Monday, November 26, 2012
Sunday, November 25, 2012
In Praise Of, uh, modern culture
One of the most elusive and complex aspects of the great machinery, is the role of the destructive flow in the happening and processing of levels of the great machinery, as Jan Cox called it. There can be no real criticism of, selfish rich people, political tyrannies, once the nature of how the world works is glimpsed.
Along these lines is the role of imagination. If there is one thing that unites the variety of schools descendent of Gurdjieff it is that identification is a negative thing. Yet let us step back a moment. What may be a stumbling block for the earnest inquirer, could well be, on a larger scale, a critical component of progress. An example of this may be novels. Surely a sober perspective would scrutinize this wanton leap into total imagination, that leap that happens when you open a book of fiction, or tune in some dramatic series. In these circumstances there is no distance between one's attention and the washing machine jumble of externally controlled fantasy.
And yet, looking at the history of the last few centuries, a characteristic would be just this loosening of imagination, these circumstances and intent which encourage man to live more in utter fantasy. It does not exhaust the subject to remind readers that Jan Cox pointed out how imagination was critical to scientific progress because such imagination allows a rearrangement of the external world, as a guide to what and how things can be changed.
My own assessment of this major characteristic of modernity was that the enormous increase in the flow of imagination was necessary to sop up the extra time now available on the local cerebral level. Now something else is clear.
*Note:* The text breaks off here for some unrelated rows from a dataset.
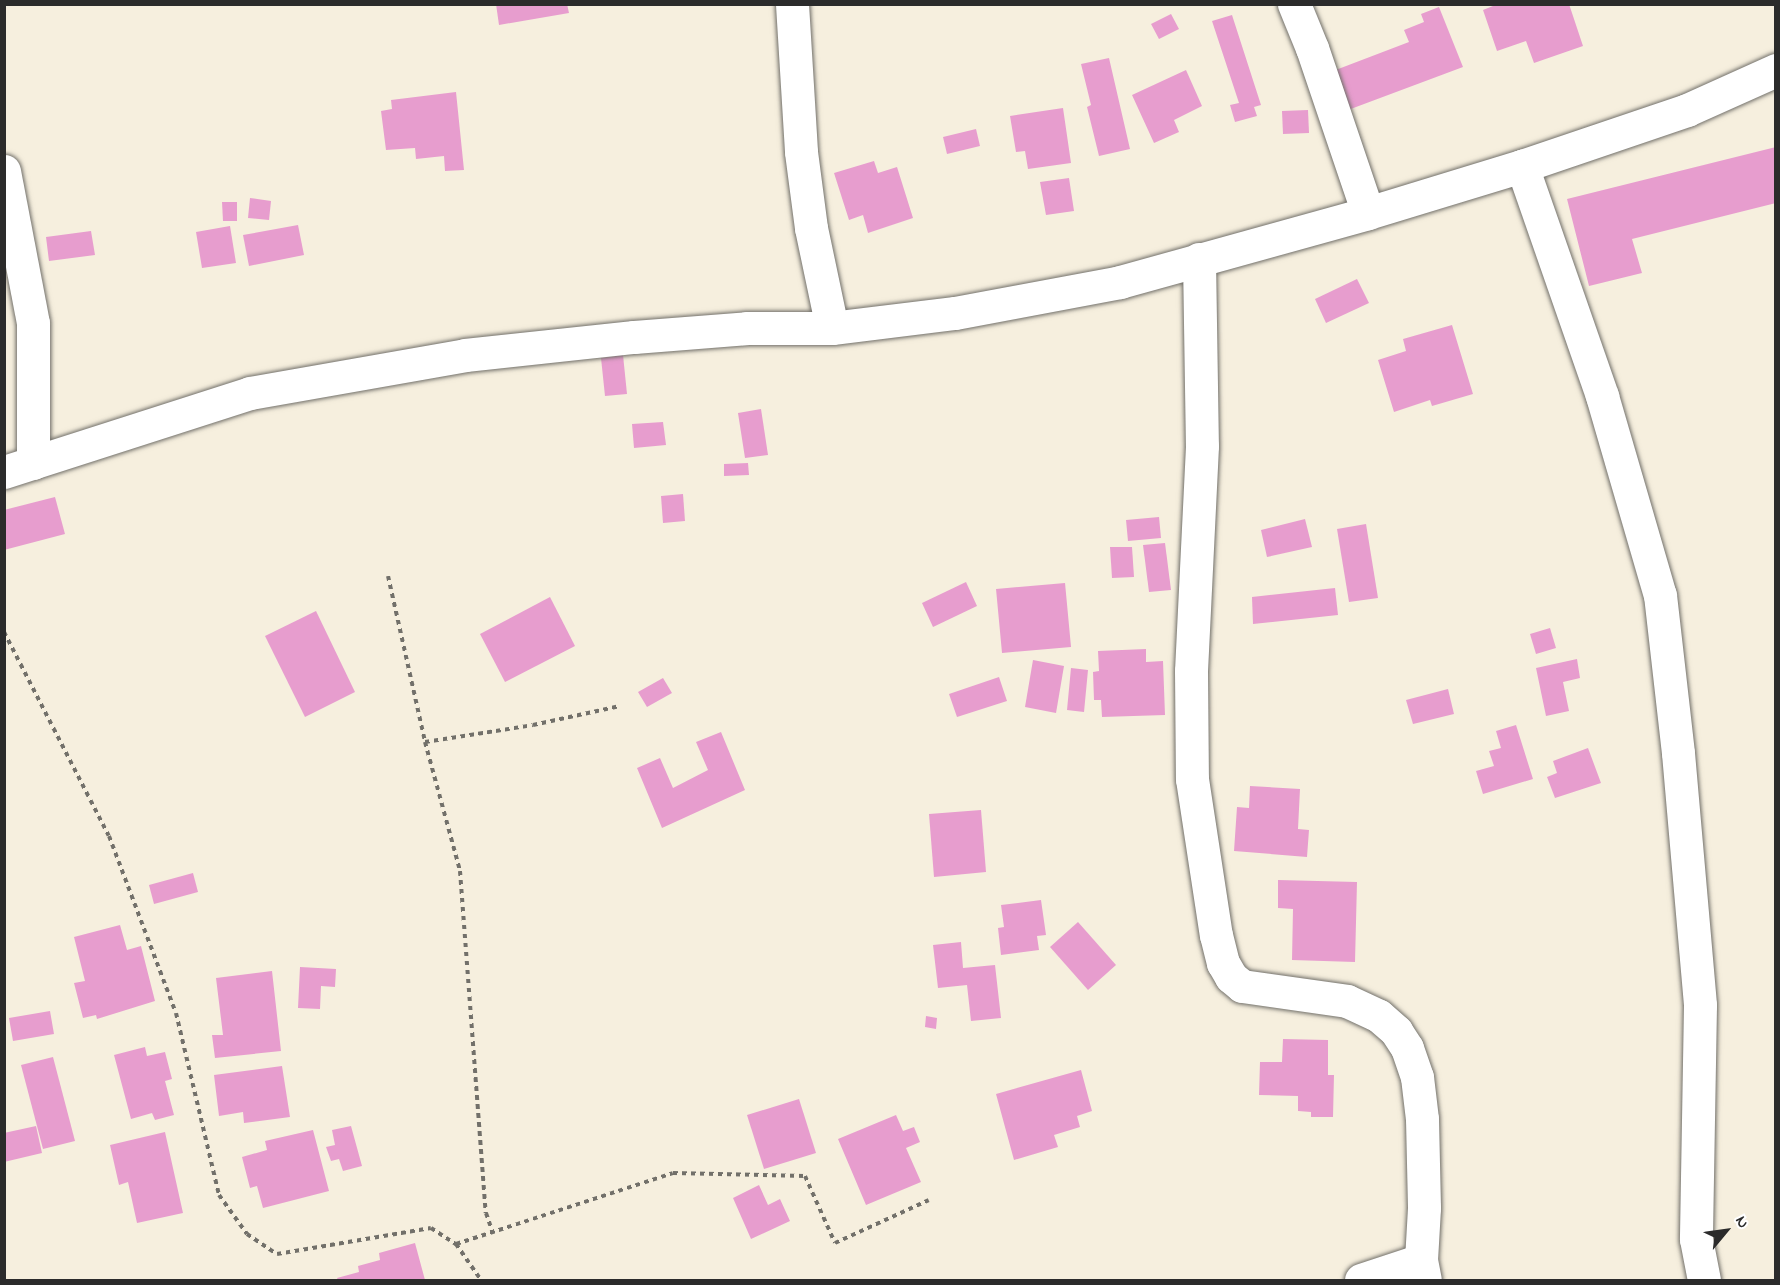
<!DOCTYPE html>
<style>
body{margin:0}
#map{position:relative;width:1780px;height:1285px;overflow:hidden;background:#f6efde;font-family:"Indie Flower",sans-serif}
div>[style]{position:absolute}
.building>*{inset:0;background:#e79dce}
.path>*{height:4px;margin-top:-2px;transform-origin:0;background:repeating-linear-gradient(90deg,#72706a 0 4.5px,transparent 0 9px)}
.roads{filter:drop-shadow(0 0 2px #72706a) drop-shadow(0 0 2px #72706a)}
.minor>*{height:33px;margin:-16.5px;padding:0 16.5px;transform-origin:16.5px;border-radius:16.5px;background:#fff}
span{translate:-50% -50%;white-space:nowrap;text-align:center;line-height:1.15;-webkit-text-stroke:4.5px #fff;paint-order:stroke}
.frame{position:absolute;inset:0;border:6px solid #2b2b2b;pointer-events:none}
.north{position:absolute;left:1696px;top:1201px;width:60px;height:60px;-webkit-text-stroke:4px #fff;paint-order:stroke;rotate:61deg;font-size:16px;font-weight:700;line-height:24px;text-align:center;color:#2b2b2b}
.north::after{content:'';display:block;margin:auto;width:21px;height:27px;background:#2b2b2b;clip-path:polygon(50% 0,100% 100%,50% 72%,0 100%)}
</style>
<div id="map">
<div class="building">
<i style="clip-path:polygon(496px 4px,567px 4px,569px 13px,499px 25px)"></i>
<i style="clip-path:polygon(1498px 4px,1569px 4px,1583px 46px,1534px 63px,1526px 41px,1497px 51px,1483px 10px)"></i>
<i style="clip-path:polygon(1439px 7px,1463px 67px,1348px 110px,1333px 71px,1409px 42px,1404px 30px,1424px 22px,1421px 14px)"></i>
<i style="clip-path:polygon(1171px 14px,1179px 29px,1159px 39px,1151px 24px)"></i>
<i style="clip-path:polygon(1232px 15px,1261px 105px,1254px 107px,1257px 116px,1235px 122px,1230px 105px,1239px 103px,1212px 21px)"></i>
<i style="clip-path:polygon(1109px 58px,1130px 149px,1099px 156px,1087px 107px,1091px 105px,1081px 64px)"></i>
<i style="clip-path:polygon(1186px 70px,1202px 106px,1174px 120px,1179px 132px,1154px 143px,1132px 95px)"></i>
<i style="clip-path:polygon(456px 92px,464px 170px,445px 171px,444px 156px,416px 159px,415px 148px,386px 150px,381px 111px,392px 109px,391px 100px)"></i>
<i style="clip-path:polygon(1063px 108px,1071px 163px,1028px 169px,1025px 151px,1016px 152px,1010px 116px)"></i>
<i style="clip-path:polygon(1308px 110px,1309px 133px,1283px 134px,1282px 111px)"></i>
<i style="clip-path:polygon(976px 129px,980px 146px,947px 154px,943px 137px)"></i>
<i style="clip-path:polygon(1776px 147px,1776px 203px,1632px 239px,1642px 273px,1589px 286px,1567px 199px)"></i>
<i style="clip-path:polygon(874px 161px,878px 173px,897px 167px,913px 218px,868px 233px,863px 215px,849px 220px,834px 173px)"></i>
<i style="clip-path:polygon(1069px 178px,1074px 211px,1046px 215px,1040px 182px)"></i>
<i style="clip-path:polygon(250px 198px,271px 201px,269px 220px,248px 218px)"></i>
<i style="clip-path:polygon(222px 202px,237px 202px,237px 221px,223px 221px)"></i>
<i style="clip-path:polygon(298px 225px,304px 255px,249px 266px,243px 235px)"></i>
<i style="clip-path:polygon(230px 226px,236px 263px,202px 268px,196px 232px)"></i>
<i style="clip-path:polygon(91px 231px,95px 255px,49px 261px,46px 237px)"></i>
<i style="clip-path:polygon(1357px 279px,1369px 303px,1326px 323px,1315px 299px)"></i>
<i style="clip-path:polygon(1452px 325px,1473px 394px,1432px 406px,1430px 400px,1394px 412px,1378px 360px,1406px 351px,1403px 339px)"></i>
<i style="clip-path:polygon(623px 355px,627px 394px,605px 396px,601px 358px)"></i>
<i style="clip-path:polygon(761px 409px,768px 455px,745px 458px,738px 413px)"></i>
<i style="clip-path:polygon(663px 422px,666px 445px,634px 448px,632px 424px)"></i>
<i style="clip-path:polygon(748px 463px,749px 475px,724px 476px,724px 464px)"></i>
<i style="clip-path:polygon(683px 494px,685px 521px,663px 523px,661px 496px)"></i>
<i style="clip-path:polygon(55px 497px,65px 534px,4px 550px,4px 510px)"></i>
<i style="clip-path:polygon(1159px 517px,1161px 538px,1128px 541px,1126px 520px)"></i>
<i style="clip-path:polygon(1305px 519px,1312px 547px,1267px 557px,1261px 530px)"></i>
<i style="clip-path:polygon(1366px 524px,1378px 598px,1349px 602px,1337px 529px)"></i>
<i style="clip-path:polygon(1165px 543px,1171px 590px,1149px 592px,1143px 545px)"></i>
<i style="clip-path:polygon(1110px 547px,1132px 547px,1134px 577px,1112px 578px)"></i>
<i style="clip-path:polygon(966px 582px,977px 606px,933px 627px,922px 603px)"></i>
<i style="clip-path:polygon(1065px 583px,1071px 647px,1002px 653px,996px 589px)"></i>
<i style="clip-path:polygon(1335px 588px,1338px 615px,1253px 624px,1252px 597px)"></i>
<i style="clip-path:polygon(550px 597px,575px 646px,505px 682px,480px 634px)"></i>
<i style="clip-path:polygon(316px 611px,355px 692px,305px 717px,265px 636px)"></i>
<i style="clip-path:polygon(1550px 628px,1556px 648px,1536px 654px,1530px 634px)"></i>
<i style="clip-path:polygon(1146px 649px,1146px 662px,1163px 661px,1165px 715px,1102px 717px,1101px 700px,1094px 700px,1093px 672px,1099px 671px,1098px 651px)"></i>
<i style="clip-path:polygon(1577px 659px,1580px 678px,1563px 682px,1569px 711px,1546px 716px,1536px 668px)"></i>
<i style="clip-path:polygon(1033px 660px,1064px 666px,1056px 713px,1025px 707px)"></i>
<i style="clip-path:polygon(1071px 668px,1088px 670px,1084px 712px,1067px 710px)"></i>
<i style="clip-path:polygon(999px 677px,1007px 701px,957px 717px,949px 694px)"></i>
<i style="clip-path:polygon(663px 678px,672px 693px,647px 707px,638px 692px)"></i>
<i style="clip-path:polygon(1448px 689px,1454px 714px,1413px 724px,1406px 700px)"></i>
<i style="clip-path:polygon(1516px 725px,1533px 779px,1483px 794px,1476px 771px,1494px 766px,1489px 751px,1501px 748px,1496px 731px)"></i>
<i style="clip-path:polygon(721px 732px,745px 790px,662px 828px,637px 768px,660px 758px,673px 788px,708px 770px,696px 742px)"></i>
<i style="clip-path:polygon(1588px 748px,1601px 783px,1555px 798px,1547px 777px,1557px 773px,1553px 761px)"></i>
<i style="clip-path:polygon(1250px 786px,1300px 789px,1298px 829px,1309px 830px,1307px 857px,1234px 851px,1237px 807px,1249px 808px)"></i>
<i style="clip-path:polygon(981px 810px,986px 872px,934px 877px,929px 814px)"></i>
<i style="clip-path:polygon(193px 873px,198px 892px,154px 904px,149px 885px)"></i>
<i style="clip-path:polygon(1278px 880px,1357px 882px,1355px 962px,1292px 960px,1293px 909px,1278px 908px)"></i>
<i style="clip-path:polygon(1041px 900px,1046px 935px,1037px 936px,1039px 950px,1001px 955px,998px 928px,1004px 927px,1001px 905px)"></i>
<i style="clip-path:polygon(1078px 922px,1116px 965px,1088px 990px,1050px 947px)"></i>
<i style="clip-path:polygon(120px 925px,127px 950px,141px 946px,155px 1001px,97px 1019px,96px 1015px,83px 1018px,74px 983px,85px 981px,74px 937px)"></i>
<i style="clip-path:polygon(961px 942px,963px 968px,995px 965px,1001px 1018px,971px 1021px,967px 985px,938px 988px,933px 945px)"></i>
<i style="clip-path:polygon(300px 967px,336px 969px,335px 987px,321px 986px,320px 1009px,298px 1008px)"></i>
<i style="clip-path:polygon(272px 971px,281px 1051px,215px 1058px,212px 1035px,223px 1035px,216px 978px)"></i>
<i style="clip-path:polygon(50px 1011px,54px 1034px,13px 1041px,9px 1018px)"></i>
<i style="clip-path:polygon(926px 1016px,937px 1018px,936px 1029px,925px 1027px)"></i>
<i style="clip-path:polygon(1283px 1039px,1328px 1040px,1328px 1075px,1334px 1075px,1333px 1117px,1311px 1117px,1311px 1112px,1298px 1111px,1298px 1096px,1259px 1095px,1260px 1062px,1282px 1062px)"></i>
<i style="clip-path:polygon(145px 1047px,147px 1056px,165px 1052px,172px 1079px,165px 1081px,174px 1115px,155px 1120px,152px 1113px,131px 1119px,114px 1055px)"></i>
<i style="clip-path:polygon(53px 1057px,75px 1141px,43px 1149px,21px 1065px)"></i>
<i style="clip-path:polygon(282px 1066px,290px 1117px,244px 1123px,243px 1112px,219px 1116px,214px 1075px)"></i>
<i style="clip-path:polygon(1081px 1070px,1092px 1111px,1077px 1116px,1080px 1127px,1054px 1135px,1058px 1147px,1014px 1160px,996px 1094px)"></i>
<i style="clip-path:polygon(799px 1099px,816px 1153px,764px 1169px,747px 1115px)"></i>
<i style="clip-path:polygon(896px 1115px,903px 1131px,914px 1127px,920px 1142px,906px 1148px,921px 1182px,866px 1205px,838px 1139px)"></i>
<i style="clip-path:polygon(36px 1126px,42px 1153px,4px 1162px,4px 1133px)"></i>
<i style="clip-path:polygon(351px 1126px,362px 1166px,343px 1171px,339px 1159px,331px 1161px,326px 1147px,335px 1145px,332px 1130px)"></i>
<i style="clip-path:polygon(313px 1130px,329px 1191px,263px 1208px,257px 1186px,250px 1188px,242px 1157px,267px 1150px,265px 1141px)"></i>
<i style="clip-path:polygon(165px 1132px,183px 1213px,137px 1223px,128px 1182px,119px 1185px,110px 1145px)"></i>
<i style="clip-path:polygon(759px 1185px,768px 1205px,780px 1199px,790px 1221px,751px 1239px,733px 1198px)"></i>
<i style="clip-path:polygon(415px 1243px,425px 1280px,338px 1280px,337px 1278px,359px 1272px,358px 1266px,380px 1260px,379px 1253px)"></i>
</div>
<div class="path">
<i style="left:388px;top:576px;width:170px;rotate:77.4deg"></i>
<i style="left:425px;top:742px;width:134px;rotate:74.8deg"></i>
<i style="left:460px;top:871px;width:343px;rotate:85.7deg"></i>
<i style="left:486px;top:1213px;width:21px;rotate:71deg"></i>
<i style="left:4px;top:632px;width:229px;rotate:62.8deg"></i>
<i style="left:109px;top:836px;width:189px;rotate:69.3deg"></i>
<i style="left:176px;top:1013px;width:187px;rotate:76.7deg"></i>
<i style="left:219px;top:1195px;width:48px;rotate:54.3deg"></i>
<i style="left:247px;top:1234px;width:36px;rotate:34deg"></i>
<i style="left:277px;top:1254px;width:156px;rotate:-9.6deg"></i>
<i style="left:431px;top:1228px;width:30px;rotate:33deg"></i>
<i style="left:456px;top:1244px;width:44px;rotate:55.2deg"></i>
<i style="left:425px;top:742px;width:109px;rotate:-8.9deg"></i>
<i style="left:533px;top:725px;width:89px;rotate:-12.3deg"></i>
<i style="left:456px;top:1244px;width:228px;rotate:-18.1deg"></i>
<i style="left:673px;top:1173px;width:132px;rotate:1.3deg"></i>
<i style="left:805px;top:1176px;width:73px;rotate:65.9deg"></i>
<i style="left:835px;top:1243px;width:103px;rotate:-24.6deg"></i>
</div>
<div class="roads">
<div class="minor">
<i style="left:792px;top:4px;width:148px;rotate:86.5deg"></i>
<i style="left:801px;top:152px;width:77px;rotate:82.5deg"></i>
<i style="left:811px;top:228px;width:102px;rotate:78.1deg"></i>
<i style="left:1294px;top:4px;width:48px;rotate:67.8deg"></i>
<i style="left:1312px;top:48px;width:174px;rotate:71.3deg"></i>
<i style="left:1522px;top:166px;width:244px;rotate:70.8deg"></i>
<i style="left:1602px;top:396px;width:207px;rotate:73.8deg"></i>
<i style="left:1660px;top:595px;width:159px;rotate:83.5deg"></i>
<i style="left:1678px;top:753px;width:253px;rotate:85deg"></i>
<i style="left:1700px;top:1005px;width:234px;rotate:91deg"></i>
<i style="left:1696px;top:1239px;width:42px;rotate:79deg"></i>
<i style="left:4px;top:171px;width:155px;rotate:79.2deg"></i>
<i style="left:33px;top:323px;width:140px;rotate:90deg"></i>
<i style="left:1199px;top:259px;width:187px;rotate:89.1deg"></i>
<i style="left:1202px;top:446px;width:225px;rotate:92.8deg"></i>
<i style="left:1191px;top:671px;width:108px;rotate:89.5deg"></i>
<i style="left:1192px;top:779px;width:158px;rotate:81.3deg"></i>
<i style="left:1216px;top:935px;width:29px;rotate:76deg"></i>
<i style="left:1223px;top:963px;width:16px;rotate:60deg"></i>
<i style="left:1231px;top:977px;width:14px;rotate:39deg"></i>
<i style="left:1242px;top:986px;width:106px;rotate:8.1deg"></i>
<i style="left:1347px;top:1001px;width:35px;rotate:25deg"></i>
<i style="left:1379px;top:1016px;width:23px;rotate:41deg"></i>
<i style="left:1396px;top:1031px;width:20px;rotate:57deg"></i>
<i style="left:1407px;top:1048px;width:31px;rotate:71deg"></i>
<i style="left:1417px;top:1077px;width:42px;rotate:83.2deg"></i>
<i style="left:1422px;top:1119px;width:89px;rotate:88.7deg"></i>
<i style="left:1424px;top:1208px;width:52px;rotate:93.3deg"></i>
<i style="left:1421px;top:1260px;width:20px;rotate:79deg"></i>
<i style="left:4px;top:472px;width:258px;rotate:-17.8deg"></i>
<i style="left:250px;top:393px;width:218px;rotate:-10deg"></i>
<i style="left:465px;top:355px;width:170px;rotate:-6.1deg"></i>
<i style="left:634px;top:337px;width:114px;rotate:-4.5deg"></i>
<i style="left:748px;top:328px;width:84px"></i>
<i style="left:832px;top:328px;width:124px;rotate:-7deg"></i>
<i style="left:955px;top:313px;width:168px;rotate:-10.6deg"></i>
<i style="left:1120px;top:282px;width:257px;rotate:-15.5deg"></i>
<i style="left:1368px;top:213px;width:161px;rotate:-17deg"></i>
<i style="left:1522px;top:166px;width:174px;rotate:-18.7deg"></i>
<i style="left:1687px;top:110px;width:98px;rotate:-24.2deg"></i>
<i style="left:1361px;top:1280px;width:63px;rotate:-18.4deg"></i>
</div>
</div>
<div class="frame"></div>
<div class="north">N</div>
</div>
So far my thoughts are just an elaboration of Jan's point. My point is, as the machinery becomes more complex, and the evolution of Humanity quickens, (another of Jan's points, though he always said these changes were invisible at the life span of an individual), that this evolution is requiring a greater cerebral percolation of imagination.
My fresh enhancement of this intellectual perspective, is that this growth of imagination must be of major importance to our group survival. And -- that the blindness imagination encourages, is necessary, to actually bring about changes in the external world. Any real grasp of what is going on, might be so alarming as to be debilitating. The machinery as a whole needs this blindness to facilitate change.